Chen Qing, de Vries Maaike, Nwozor Kingsley Okechukwu, Noordhoek Jacobien A, Brandsma Corry-Anke, Boezen H Marike, Heijink Irene H
Department of Pathology and Medical Biology, University Medical Center Groningen, University of Groningen, Groningen, Netherlands.
Groningen Research Institute for Asthma and COPD (GRIAC), University Medical Center Groningen, University of Groningen, Groningen, Netherlands.
Front Physiol. 2021 Jun 7;12:690936. doi: 10.3389/fphys.2021.690936. eCollection 2021.
Chronic Obstructive Pulmonary Disease (COPD) is a progressive lung disease characterized by chronic inflammation upon inhalation of noxious particles, e.g., cigarette smoke. FAM13A is one of the genes often found to be associated with COPD, however its function in the pathophysiology of COPD is incompletely understood. We studied its role in airway epithelial barrier integrity and cigarette smoke-induced epithelial responses.
Protein level and localization of FAM13A was assessed with immunohistochemistry in lung tissue from COPD patients and non-COPD controls. , FAM13A expression was determined in the absence or presence of cigarette smoke extract (CSE) in primary airway epithelial cells (AECs) from COPD patients and controls by western blotting. FAM13A was overexpressed in cell line 16HBE14o- and its effect on barrier function was monitored real-time by electrical resistance. Expression of junctional protein E-cadherin and β-catenin was assessed by western blotting. The secretion of neutrophil attractant CXCL8 upon CSE exposure was measured by ELISA.
FAM13A was strongly expressed in airway epithelium, but significantly weaker in airways of COPD patients compared to non-COPD controls. In COPD-derived AECs, but not those of controls, FAM13A was significantly downregulated by CSE. 16HBE14o- cells overexpressing FAM13A built up epithelial resistance significantly more rapidly, which was accompanied by higher E-cadherin expression and reduced CSE-induced CXCL8 levels.

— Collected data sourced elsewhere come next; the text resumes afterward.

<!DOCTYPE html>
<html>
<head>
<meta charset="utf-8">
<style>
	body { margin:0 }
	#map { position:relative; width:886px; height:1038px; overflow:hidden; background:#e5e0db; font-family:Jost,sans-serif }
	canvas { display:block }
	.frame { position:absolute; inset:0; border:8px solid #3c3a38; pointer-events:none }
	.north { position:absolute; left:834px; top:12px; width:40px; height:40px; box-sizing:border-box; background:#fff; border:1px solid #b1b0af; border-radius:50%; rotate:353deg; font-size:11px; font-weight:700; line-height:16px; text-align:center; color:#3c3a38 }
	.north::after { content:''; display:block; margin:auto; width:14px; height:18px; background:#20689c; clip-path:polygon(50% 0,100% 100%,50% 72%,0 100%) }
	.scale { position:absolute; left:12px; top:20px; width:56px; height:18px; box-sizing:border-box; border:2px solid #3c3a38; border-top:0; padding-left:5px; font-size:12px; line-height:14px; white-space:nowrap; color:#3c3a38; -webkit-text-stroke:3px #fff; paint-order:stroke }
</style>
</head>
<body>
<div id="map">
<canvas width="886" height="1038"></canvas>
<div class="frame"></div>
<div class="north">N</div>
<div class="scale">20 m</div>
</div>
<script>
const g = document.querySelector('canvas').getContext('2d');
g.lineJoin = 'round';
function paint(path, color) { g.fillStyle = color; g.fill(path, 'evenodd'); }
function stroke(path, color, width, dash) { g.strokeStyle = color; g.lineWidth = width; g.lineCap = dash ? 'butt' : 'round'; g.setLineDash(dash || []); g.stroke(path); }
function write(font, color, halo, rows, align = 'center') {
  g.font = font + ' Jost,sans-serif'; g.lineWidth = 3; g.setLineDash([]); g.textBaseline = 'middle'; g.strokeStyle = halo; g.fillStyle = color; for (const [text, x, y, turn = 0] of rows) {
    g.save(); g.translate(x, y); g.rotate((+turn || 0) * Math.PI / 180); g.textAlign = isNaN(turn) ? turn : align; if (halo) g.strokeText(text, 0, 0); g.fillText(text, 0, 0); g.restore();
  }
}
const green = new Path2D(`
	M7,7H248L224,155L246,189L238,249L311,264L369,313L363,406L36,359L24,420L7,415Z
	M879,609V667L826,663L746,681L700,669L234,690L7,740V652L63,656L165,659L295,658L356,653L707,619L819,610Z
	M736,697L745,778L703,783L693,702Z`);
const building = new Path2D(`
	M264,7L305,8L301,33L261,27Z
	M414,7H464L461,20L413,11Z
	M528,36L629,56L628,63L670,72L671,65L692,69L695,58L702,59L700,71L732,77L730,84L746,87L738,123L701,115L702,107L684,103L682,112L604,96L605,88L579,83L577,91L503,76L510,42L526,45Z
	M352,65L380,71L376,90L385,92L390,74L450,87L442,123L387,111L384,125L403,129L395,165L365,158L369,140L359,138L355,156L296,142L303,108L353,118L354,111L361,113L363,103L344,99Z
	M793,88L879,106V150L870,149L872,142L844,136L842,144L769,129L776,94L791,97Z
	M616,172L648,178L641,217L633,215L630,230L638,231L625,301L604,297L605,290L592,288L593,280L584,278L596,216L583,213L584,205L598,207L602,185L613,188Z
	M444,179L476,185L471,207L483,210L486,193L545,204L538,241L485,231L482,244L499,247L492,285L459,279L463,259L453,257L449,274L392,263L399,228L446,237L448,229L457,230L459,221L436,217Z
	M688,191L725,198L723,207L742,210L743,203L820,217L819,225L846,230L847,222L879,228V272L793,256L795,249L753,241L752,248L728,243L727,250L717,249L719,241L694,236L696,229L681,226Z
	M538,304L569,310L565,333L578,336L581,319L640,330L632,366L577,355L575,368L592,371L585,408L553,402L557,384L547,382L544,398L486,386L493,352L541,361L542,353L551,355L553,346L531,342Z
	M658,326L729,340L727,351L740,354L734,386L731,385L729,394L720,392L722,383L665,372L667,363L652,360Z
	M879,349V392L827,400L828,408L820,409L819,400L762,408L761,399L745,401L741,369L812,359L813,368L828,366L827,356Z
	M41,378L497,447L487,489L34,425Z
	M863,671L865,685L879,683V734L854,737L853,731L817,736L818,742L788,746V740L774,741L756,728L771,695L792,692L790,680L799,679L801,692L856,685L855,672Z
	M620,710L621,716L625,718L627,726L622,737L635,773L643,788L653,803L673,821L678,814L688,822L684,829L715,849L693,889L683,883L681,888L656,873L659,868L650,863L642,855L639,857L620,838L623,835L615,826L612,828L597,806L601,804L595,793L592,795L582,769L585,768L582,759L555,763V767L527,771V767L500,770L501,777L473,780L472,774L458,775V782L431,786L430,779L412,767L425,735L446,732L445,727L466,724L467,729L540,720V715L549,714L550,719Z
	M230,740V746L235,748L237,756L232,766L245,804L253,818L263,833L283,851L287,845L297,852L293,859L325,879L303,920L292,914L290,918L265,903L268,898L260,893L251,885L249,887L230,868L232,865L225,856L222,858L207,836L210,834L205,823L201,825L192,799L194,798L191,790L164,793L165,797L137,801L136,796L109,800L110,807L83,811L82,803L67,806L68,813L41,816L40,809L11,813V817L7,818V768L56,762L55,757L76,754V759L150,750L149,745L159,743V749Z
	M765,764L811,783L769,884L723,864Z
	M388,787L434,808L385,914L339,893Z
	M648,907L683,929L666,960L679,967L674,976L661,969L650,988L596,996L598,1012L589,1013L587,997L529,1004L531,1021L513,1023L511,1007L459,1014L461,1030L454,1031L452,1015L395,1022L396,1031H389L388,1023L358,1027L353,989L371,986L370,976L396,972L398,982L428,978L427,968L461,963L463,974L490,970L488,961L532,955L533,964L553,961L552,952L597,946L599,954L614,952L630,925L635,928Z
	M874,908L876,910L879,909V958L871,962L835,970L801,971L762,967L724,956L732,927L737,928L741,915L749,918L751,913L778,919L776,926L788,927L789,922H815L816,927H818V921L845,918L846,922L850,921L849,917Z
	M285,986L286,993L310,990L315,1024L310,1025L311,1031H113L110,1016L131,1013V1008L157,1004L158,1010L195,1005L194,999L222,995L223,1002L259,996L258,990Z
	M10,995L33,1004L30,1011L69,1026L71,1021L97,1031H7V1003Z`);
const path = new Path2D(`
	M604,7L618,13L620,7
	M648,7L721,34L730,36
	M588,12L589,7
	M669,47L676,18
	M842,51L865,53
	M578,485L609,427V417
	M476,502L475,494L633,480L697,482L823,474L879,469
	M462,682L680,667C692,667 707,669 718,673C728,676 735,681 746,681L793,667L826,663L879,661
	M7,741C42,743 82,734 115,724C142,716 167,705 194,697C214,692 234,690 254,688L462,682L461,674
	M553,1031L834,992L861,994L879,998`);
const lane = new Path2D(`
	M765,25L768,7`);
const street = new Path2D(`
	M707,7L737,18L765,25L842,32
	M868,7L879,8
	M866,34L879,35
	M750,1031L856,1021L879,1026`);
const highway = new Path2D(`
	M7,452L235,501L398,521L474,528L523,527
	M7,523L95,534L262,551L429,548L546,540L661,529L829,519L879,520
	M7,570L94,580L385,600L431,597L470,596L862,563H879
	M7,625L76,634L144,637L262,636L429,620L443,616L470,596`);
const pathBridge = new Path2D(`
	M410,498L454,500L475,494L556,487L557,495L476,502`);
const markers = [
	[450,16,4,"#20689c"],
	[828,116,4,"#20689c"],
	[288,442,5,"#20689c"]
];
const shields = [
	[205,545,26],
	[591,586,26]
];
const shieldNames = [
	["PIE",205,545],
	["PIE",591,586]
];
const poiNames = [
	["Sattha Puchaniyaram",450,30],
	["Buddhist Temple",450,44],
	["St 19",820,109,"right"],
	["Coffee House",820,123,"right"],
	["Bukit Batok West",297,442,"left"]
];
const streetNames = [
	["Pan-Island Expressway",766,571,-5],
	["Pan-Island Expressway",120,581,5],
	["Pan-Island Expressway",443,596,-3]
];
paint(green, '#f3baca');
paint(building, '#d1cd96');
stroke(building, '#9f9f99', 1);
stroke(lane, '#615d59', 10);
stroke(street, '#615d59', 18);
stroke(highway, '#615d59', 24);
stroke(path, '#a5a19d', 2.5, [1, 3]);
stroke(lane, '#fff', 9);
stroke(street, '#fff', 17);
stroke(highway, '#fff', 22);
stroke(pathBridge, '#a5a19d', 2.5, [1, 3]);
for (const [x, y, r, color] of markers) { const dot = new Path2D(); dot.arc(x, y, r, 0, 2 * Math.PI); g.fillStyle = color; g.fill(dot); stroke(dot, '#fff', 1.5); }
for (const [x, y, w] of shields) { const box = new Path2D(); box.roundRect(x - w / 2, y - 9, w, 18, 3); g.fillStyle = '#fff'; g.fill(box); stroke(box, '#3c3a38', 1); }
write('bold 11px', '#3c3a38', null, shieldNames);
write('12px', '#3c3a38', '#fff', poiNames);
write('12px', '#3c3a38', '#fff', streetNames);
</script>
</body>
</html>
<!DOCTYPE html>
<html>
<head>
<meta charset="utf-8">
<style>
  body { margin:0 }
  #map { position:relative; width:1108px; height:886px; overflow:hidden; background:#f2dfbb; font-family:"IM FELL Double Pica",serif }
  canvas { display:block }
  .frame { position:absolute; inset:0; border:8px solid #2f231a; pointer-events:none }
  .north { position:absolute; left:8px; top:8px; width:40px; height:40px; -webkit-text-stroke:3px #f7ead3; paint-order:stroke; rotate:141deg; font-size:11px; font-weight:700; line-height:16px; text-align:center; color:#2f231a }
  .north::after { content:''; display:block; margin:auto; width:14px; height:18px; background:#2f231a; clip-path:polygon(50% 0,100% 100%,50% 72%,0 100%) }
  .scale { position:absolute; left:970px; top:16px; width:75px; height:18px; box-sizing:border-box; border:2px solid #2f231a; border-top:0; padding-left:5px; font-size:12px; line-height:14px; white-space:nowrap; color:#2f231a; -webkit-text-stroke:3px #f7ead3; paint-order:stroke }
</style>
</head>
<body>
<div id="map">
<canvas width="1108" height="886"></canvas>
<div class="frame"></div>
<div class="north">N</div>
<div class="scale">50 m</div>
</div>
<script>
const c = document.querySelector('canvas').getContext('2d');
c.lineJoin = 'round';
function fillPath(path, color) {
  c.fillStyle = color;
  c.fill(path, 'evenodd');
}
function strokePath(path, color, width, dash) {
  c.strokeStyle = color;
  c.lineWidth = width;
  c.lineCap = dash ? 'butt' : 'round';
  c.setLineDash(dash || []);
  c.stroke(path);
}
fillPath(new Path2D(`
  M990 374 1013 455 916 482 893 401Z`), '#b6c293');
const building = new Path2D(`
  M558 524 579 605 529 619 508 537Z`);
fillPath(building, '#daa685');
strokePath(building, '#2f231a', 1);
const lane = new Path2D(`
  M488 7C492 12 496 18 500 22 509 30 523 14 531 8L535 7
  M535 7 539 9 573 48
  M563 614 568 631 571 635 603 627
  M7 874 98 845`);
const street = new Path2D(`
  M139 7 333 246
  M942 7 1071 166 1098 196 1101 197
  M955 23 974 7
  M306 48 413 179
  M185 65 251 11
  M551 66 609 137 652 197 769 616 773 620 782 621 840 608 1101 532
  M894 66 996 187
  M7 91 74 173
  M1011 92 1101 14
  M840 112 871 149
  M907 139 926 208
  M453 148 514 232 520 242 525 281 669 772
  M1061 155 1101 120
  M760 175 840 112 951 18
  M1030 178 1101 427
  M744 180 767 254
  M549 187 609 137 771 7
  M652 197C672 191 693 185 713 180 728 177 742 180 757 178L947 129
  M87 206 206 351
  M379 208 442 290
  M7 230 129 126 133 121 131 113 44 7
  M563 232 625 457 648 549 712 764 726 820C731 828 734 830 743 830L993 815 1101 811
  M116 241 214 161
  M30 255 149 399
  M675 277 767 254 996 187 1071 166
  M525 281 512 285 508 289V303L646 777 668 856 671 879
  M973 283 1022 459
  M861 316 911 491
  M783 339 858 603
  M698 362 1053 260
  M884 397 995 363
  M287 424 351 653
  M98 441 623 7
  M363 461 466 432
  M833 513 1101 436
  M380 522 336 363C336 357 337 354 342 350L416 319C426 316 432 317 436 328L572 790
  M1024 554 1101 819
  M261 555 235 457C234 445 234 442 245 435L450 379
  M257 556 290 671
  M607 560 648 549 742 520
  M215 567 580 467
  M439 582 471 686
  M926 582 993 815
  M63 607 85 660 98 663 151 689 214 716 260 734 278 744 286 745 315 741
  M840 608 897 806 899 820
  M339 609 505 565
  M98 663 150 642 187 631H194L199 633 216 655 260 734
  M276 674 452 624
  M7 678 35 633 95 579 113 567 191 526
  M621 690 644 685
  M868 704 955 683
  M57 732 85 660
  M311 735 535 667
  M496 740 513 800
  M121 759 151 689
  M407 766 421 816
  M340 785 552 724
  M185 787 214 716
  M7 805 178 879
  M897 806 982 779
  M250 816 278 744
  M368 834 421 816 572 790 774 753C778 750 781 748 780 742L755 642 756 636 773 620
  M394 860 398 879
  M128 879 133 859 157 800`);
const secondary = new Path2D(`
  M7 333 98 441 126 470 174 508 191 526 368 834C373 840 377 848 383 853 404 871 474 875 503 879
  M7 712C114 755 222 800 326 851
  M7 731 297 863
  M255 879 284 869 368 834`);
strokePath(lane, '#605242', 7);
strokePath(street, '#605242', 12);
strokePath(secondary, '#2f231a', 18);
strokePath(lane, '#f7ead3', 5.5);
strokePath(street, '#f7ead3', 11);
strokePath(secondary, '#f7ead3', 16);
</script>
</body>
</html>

Our data indicate that the expression of FAM13A is lower in airway epithelium of COPD patients compared to non-COPD controls. In addition, cigarette smoking selectively downregulates airway epithelial expression of FAM13A in COPD patients. This may have important consequences for the pathophysiology of COPD, as the more rapid build-up of epithelial resistance upon FAM13A overexpression suggests improved (re)constitution of barrier function. The reduced epithelial secretion of CXCL8 upon CSE-induced damage suggests that lower FAM13A expression upon cigarette smoking may facilitate epithelial-driven neutrophilia.
慢性阻塞性肺疾病(COPD)是一种进行性肺部疾病,其特征是吸入有害颗粒(如香烟烟雾)后发生慢性炎症。FAM13A是常被发现与COPD相关的基因之一,然而其在COPD病理生理学中的功能尚未完全明确。我们研究了其在气道上皮屏障完整性及香烟烟雾诱导的上皮反应中的作用。
采用免疫组织化学方法评估COPD患者和非COPD对照者肺组织中FAM13A的蛋白水平和定位。通过蛋白质印迹法测定COPD患者和对照者原代气道上皮细胞(AECs)在有无香烟烟雾提取物(CSE)情况下FAM13A的表达。在细胞系16HBE14o-中过表达FAM13A,并通过电阻实时监测其对屏障功能的影响。通过蛋白质印迹法评估连接蛋白E-钙黏蛋白和β-连环蛋白的表达。采用酶联免疫吸附测定法(ELISA)检测CSE刺激后中性粒细胞趋化因子CXCL8的分泌。
FAM13A在气道上皮中高表达,但与非COPD对照者相比,COPD患者气道中的表达明显较弱。在源自COPD的AECs中,而非对照者的AECs中,FAM13A被CSE显著下调。过表达FAM13A的16HBE14o-细胞上皮电阻增加明显更快,同时伴有E-钙黏蛋白表达升高及CSE诱导的CXCL8水平降低。
我们的数据表明,与非COPD对照者相比,COPD患者气道上皮中FAM13A的表达较低。此外,吸烟可选择性下调COPD患者气道上皮中FAM13A的表达。这可能对COPD的病理生理学产生重要影响,因为FAM13A过表达时上皮电阻增加更快表明屏障功能改善(重建)。CSE诱导损伤后上皮CXCL8分泌减少表明吸烟时较低的FAM13A表达可能促进上皮驱动的中性粒细胞增多。